* Problem to work on
Pick every line from the data below that contains the string "compass" and copy it.

* Material to process
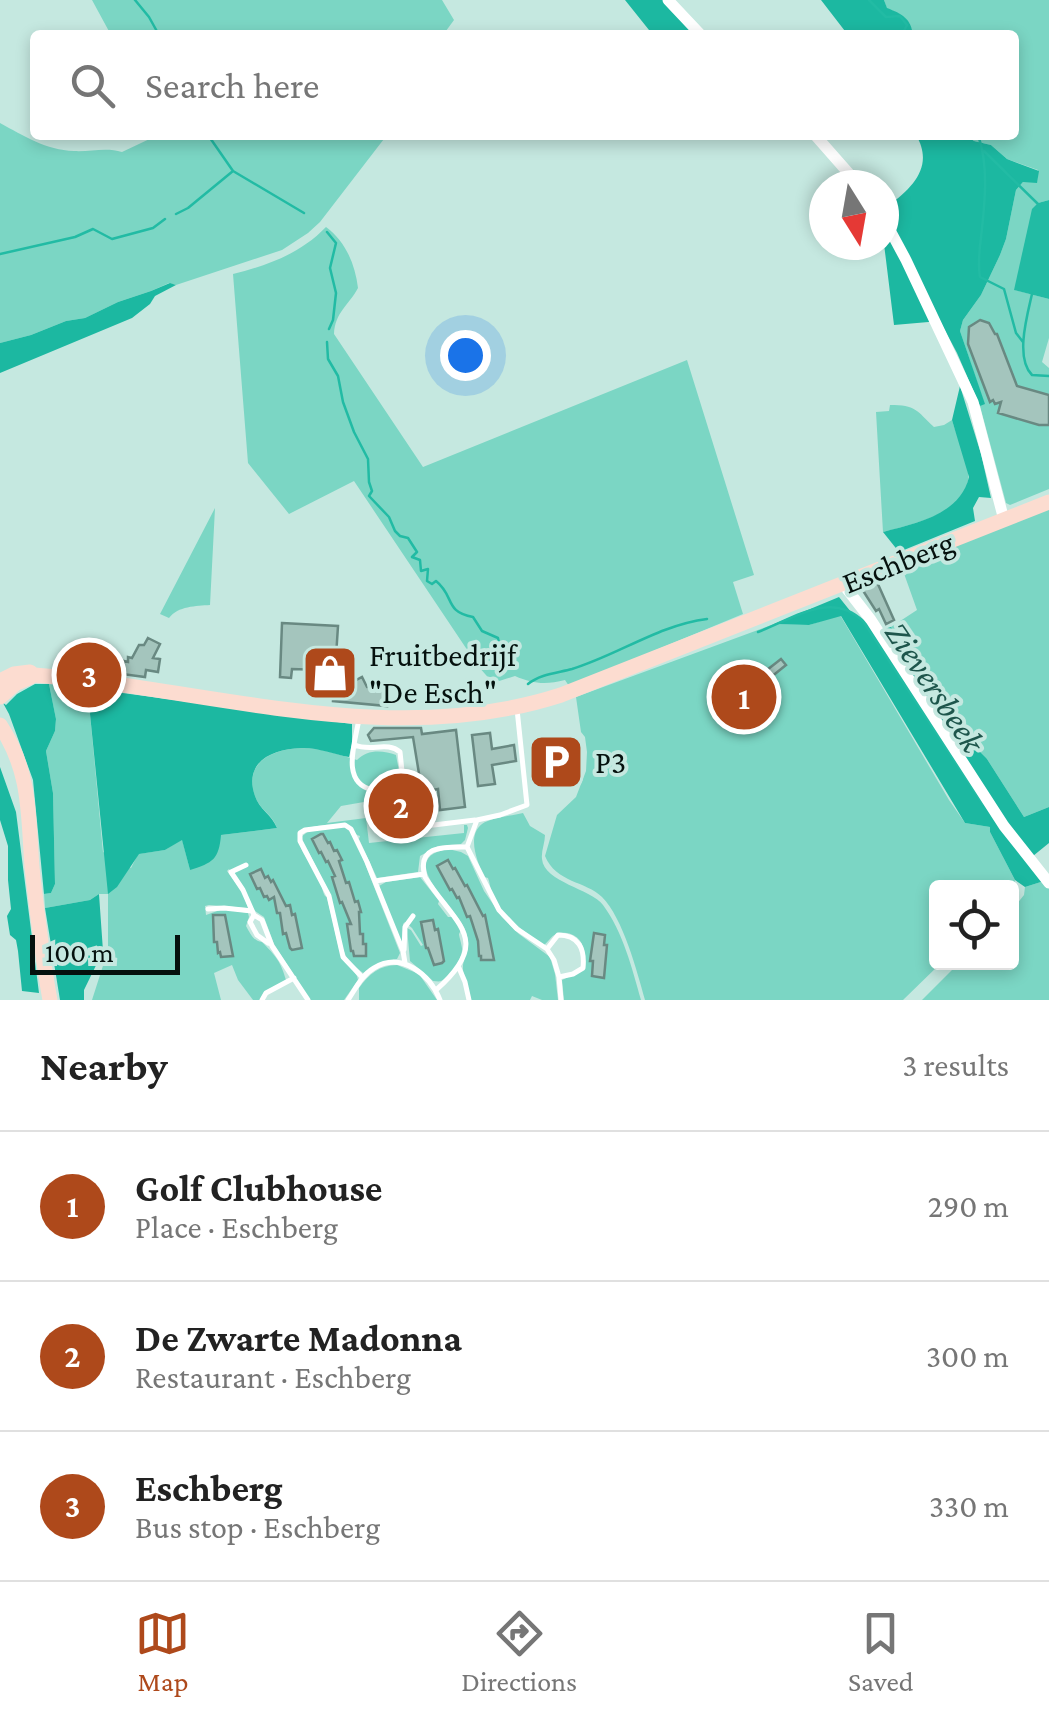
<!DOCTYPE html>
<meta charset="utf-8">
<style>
body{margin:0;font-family:"Crimson Pro",serif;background:#f2f2f2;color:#222}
.controls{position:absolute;right:30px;bottom:30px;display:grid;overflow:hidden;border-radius:10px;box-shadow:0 5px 15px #0003}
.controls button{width:90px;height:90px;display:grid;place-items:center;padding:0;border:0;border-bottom:2px solid #e0e0e0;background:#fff;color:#222;font:50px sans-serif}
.compass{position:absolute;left:809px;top:170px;width:90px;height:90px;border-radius:50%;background:#fff;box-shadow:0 5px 15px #0003;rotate:169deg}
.scale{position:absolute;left:30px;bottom:25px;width:150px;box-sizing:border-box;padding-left:10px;border:5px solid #05110e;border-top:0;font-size:28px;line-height:35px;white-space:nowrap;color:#05110e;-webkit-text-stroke:8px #c5e8e0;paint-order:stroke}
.you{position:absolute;left:465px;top:355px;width:35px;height:35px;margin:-25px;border:8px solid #fff;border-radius:50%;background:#1a73e8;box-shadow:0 0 0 15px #1a73e833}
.badge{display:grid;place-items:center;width:65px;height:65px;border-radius:50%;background:#ae491b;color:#fff;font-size:32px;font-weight:700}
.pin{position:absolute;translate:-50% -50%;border:5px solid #fff;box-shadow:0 2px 10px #0006}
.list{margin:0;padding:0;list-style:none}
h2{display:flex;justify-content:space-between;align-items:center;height:130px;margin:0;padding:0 40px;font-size:42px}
h2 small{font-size:32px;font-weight:400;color:#767676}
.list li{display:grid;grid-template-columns:65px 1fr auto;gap:30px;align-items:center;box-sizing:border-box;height:150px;padding:0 40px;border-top:2px solid #e0e0e0}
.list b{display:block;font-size:38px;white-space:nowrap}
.list p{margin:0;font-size:32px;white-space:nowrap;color:#767676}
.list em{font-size:32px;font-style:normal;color:#767676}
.icon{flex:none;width:55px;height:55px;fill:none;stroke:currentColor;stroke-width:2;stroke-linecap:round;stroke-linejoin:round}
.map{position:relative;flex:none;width:1049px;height:1000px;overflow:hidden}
.search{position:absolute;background:#fff;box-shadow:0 5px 15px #0003;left:30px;right:30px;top:30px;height:110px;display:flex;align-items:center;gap:25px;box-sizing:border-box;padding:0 35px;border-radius:10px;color:#767676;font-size:38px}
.sheet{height:580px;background:#fff}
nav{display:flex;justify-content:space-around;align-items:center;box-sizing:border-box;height:140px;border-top:2px solid #e0e0e0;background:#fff;font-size:28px;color:#767676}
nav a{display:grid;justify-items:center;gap:5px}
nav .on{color:#ae491b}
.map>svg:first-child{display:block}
.green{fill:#7bd6c4}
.forest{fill:#1cb8a1}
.water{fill:#22bba4}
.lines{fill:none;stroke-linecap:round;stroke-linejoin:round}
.stream{stroke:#22bba4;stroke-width:2.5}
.building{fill:#a4c5bd;stroke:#698982;stroke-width:2.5}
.lane{stroke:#fff;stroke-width:5}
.street{stroke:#fff;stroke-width:11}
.secondary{stroke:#fcdcd0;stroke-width:15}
.labels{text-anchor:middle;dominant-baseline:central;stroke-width:8;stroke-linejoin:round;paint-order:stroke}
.street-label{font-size:32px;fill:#05110e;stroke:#c5e8e0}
.poi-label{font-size:32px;fill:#05110e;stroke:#c5e8e0;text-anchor:start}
.water-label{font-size:35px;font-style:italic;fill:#1e564c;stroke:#c5e8e0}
</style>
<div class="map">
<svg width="1049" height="1000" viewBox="0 0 1049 1000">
<rect width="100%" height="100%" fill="#c5e8e0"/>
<path class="green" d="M92,0H442L454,20L443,35H111Z
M884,0H1049V200L1038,203L1015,290L1049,299V338L1042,362L1049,368V489L1010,505L1006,503L980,406L984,403L960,331L963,320L981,295L1000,255L1006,239L1016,190L1023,182H1037L1038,170L1007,159L991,145L974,141L966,135H1014V35H913C910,18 902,14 887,9Z
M0,123C24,136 46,150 74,151C90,152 106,147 122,152L158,135H387L320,222L308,233L282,250L176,285L169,283L151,291L118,302L85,318L66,321L31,335L0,343Z
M326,227C346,242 355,264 358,288C349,305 335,312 334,334L423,467L687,360L754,575L733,582L743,614L569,686L565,680C546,685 533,684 515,676L493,683L478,666L354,481L289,514L248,463L233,274C268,265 300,254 326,227Z
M890,405C916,405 916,410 934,427L944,425L952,420C956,434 971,468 968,481C963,514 910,525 883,532L876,412L889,411Z
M215,508L210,605C196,606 178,606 169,618L160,614Z
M1049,508V807L1024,817L987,759L969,749L913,659L891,627L917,610L902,568Z
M840,615L949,800L965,823L990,827V832L1015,880L1012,893V888H936V962L941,963L903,1000H645C637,971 623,918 602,897C586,881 556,883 545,856L557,815L576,797L586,771L587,752L585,737L581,732L576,697L774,624L809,625Z
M49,684L93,689L90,714L103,852L131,868L138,854L165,850L182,839L190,870L221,835L277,828C273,815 259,809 255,796C243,762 273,749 301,748C318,747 341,755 357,760C367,749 383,750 396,755L400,776L396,783L380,790L381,799L341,806L327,823L366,818L369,843L464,833V825H467L468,828L465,840L461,844L438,846L420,856L418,872L377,878L359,839L360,836L357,835L345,824C330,825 312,824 299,832C297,854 313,861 320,880C322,885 322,891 325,896L327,897L339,949L357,976L358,980L344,1000H310L274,944L264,917L255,911L229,869L227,871L243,893L248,908L209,905L205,906L206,915L223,909L248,913L249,917L246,926C250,933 253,941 262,942C276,956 281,962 286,980L264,992L260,1000H253L238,980L232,965L214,973L221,1000H92L108,950V894H99L90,900L45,908L44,894L51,893L55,884L53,793L46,751L55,731L56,719Z
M523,813L530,826L545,835C545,843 541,851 542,859C544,882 591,889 603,905C623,932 632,968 641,1000H564L562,980L583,970C586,955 586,937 567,933C564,933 561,932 558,933C552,935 549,941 544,945C525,932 500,916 492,893C490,888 490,883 488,878L484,877C478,863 466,836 482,824C492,817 511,816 523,813Z
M345,827L349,830L355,838L400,953L397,959L379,963L363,973L348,961L343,949L330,894L301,837L310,830Z
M448,849L461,852L468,856L484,891L502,917L519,934L550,957L555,974L558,1000H542L532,996L530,1000H471C469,990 464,979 463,970C462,957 471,950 466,932C459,908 392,859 448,849Z
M420,877L439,901L438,904L448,917H452L461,930L459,934C459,937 463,948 462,951C461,960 450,978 441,981C439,982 436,981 433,981L410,961L407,928L411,930L421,946L423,945L412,928L405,922L403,924L402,945L379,886L386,882Z
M1044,881L1049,887V1000H922L959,963L1012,962V910L1024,895L1025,887Z
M397,965L419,974L437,1000H359V988C369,974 380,965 397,965Z"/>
<path class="forest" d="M625,0H663L697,35H653Z
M821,0H884L887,8C902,14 911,18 913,35H848Z
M916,135H966L974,141L991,145L1007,159L1039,171L1037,183L1023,182L1016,190L1006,239L1000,255L981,295L963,320L960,331L985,404L980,406L957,353L940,321L894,325L884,244V199L889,205C914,187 934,165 916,135Z
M170,283L176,285L155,296L150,304L132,318L0,373V343L31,335L66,321L85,318L118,302L151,291Z
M960,386L981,454L991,498L979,497L973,508L975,521L899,552L883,532C916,523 960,515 969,477L952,420Z
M839,597L851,612L881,630L891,627L913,659L968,749L979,751L987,759L1024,817L1049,807V843L1033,856L1044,881L1025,887L1015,880L990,832V827L965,823L841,616L809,625L774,624Z
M35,684H49L56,719L55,731L46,751L53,793L55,884L51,893L44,894L33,780L9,714L3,703L6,705L17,694Z
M93,689L352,724V744L349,757C334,754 316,747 301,748C272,749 243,762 255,796C259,809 272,815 277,828L221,835C219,859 213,863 190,870L182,840L165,850L139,854L117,887L108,894L90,714Z
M0,767L16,812L39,993L22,991L18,951L16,940L10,935L7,916L11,909L8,880V846L0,820Z
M99,894L103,951L84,990V1000H60L45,908L90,900Z"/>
<path class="water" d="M1049,200V299L1014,290L1032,209L1038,203Z"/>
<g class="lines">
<path class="stream" d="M135,0L149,17L159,35
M869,0L886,17L900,16L907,25L902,35
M208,135L233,171L304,213
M978,135C990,168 984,211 980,246C979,257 978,266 980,277L1004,289L1016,333L1023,342
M984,151L1039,205
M176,214L188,208L233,171
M327,232L336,243L330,268L336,293L333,320L329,329
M0,254L75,237L93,229L112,239L153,228L165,219
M1032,294C1027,316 1015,358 1032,375L1049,376
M327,342L328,359L338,376L343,402L354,432L368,459L369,482L372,491L369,496L389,517L395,531L400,536L408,538L417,552L412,557L420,560L421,571L428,569L427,581L432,584L436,581C455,596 444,612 473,617L482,631L498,638C499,650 509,653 512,664
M758,632C793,619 831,590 863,621L983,804
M528,684C540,674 557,673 572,669C618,655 659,625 707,619"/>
</g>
<path class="building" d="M980,320L989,323L995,334H997L1017,386L1049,395V425H1039L998,413L1001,402L995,404L993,400L990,402L968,344L969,327Z
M877,582L894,620L886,624L879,609L876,611L862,589Z
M282,623L338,626L335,672H351L356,680L362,677L367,687L386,685L387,706L333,701L334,677H323V670L292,669L291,678L280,677Z
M148,638L160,644L153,658L160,659L158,672L146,670L145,677L122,674L124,661L128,662V657L132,658L139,645H144Z
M781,659L786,665L750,694L753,698L743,706L734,696Z
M374,728H421L422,734L456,730L465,807L440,810L438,789L422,792L413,737L371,741L368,735Z
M490,733L492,749L514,745L516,761L492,765L495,784L478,786L472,735Z
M420,794L422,807L385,813L383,800Z
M321,834H323L328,843L330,842L334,851L337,850L342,860L339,861L346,883L349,882L355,902L358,901L361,912H359L360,934H363V944H366V956H354L353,951H351L347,924H351L342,902L340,903L332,877L335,876L328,861L326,862L321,852L319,853L312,839Z
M448,860L453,869L455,868L465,886L467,885L483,916L485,915L494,960H481V956H479L478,941L470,916L467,917L459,897L457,898L452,889L450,890L437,866Z
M261,869L265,878L268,876L271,882L273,880L286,906L290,905L292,915L295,914L302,948L292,950L290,948L286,933L283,934L280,913H277L274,897L269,900L267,896L264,897L260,888L257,889L250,874Z
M213,915H225L233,956L221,957L220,952L218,953L217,942H214Z
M433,920L435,930L438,929L444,961L442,963L434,965L428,948H426L421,922Z
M594,933L605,935L604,945H607L604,978L592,976L593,961H590Z"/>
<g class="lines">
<path class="lane" d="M355,745C371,752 387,741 400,752L403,781C394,789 385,793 373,790C340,783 355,743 359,719
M384,831L475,820
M467,847L477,820L500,815L527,805L517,709
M246,865L231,872L243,890L254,915L262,920L272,946L308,1000
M375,881L424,874
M208,909L224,908L252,911
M254,915L250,922L257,935L268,943
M547,949L558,935C579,935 585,949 583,968L573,974L559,977
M404,950L405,927L413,916
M459,968L465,982L469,1000
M362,977L343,957L329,896L300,841V833L305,830L345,825L351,829L367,862L403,951L405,963
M436,990C494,939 455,925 425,877C416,845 444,847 467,847L499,910L517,929L547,949L554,960L559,977L561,1000
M262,1000L266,993L294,978
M348,1000C356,988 362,975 374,968C402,951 430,975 440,1000"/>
<path class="street" d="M668,0L701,35
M815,135L859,185
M884,219L906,260L973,402L1004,520
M843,584L871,620L1004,826L1049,883"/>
<path class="secondary" d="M0,681L14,674L30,672L34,675C208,688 388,751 561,695L1049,502
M0,697L15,684L31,677
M0,725C31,772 28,814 32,867C37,912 42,956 50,1000"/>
</g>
<defs>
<g id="shop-square" transform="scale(2.875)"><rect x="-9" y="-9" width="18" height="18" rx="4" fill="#ae491b" stroke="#c5e8e0"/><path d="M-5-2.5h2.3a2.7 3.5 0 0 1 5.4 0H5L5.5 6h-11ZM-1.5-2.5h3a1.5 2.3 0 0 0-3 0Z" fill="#fff"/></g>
<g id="parking-square" transform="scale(2.875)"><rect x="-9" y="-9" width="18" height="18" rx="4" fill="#ae491b" stroke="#c5e8e0"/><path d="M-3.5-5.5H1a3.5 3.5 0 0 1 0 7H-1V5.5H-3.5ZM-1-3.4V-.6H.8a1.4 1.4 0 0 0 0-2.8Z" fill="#fff"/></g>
</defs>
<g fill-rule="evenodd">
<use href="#shop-square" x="330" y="673"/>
<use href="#parking-square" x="556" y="762"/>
</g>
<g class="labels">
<g class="street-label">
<text transform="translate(898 562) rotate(-22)">Eschberg</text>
</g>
<g class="poi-label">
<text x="369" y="655">Fruitbedrijf<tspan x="369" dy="37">"De Esch"</tspan></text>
<text x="595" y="762">P3</text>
</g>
<g class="water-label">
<text transform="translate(935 687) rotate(56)">Zieversbeek</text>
</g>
</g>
</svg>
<div class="controls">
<button><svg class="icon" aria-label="locate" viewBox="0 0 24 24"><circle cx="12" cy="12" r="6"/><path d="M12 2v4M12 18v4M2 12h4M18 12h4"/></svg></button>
</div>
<svg class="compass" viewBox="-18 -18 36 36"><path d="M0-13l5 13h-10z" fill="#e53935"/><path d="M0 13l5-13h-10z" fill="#767676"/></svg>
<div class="scale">100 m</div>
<div class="you"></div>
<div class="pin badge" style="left:744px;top:697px">1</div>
<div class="pin badge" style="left:401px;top:806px">2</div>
<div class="pin badge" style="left:89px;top:675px">3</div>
<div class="search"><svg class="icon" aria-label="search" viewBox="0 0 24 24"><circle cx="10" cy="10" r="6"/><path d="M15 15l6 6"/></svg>Search here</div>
</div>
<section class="sheet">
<h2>Nearby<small>3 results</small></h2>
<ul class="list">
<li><span class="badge">1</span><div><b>Golf Clubhouse</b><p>Place · Eschberg</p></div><em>290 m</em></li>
<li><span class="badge">2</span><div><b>De Zwarte Madonna</b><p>Restaurant · Eschberg</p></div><em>300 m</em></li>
<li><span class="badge">3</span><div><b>Eschberg</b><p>Bus stop · Eschberg</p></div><em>330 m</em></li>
</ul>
</section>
<nav>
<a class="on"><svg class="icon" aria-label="map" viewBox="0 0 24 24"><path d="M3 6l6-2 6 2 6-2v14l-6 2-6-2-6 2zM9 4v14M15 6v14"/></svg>Map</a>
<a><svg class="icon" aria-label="directions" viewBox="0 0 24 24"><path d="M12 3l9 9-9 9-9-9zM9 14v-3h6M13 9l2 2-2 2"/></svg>Directions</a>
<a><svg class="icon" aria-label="saved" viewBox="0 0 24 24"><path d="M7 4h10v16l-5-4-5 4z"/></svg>Saved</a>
</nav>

* Response box
.compass{position:absolute;left:809px;top:170px;width:90px;height:90px;border-radius:50%;background:#fff;box-shadow:0 5px 15px #0003;rotate:169deg}
<svg class="compass" viewBox="-18 -18 36 36"><path d="M0-13l5 13h-10z" fill="#e53935"/><path d="M0 13l5-13h-10z" fill="#767676"/></svg>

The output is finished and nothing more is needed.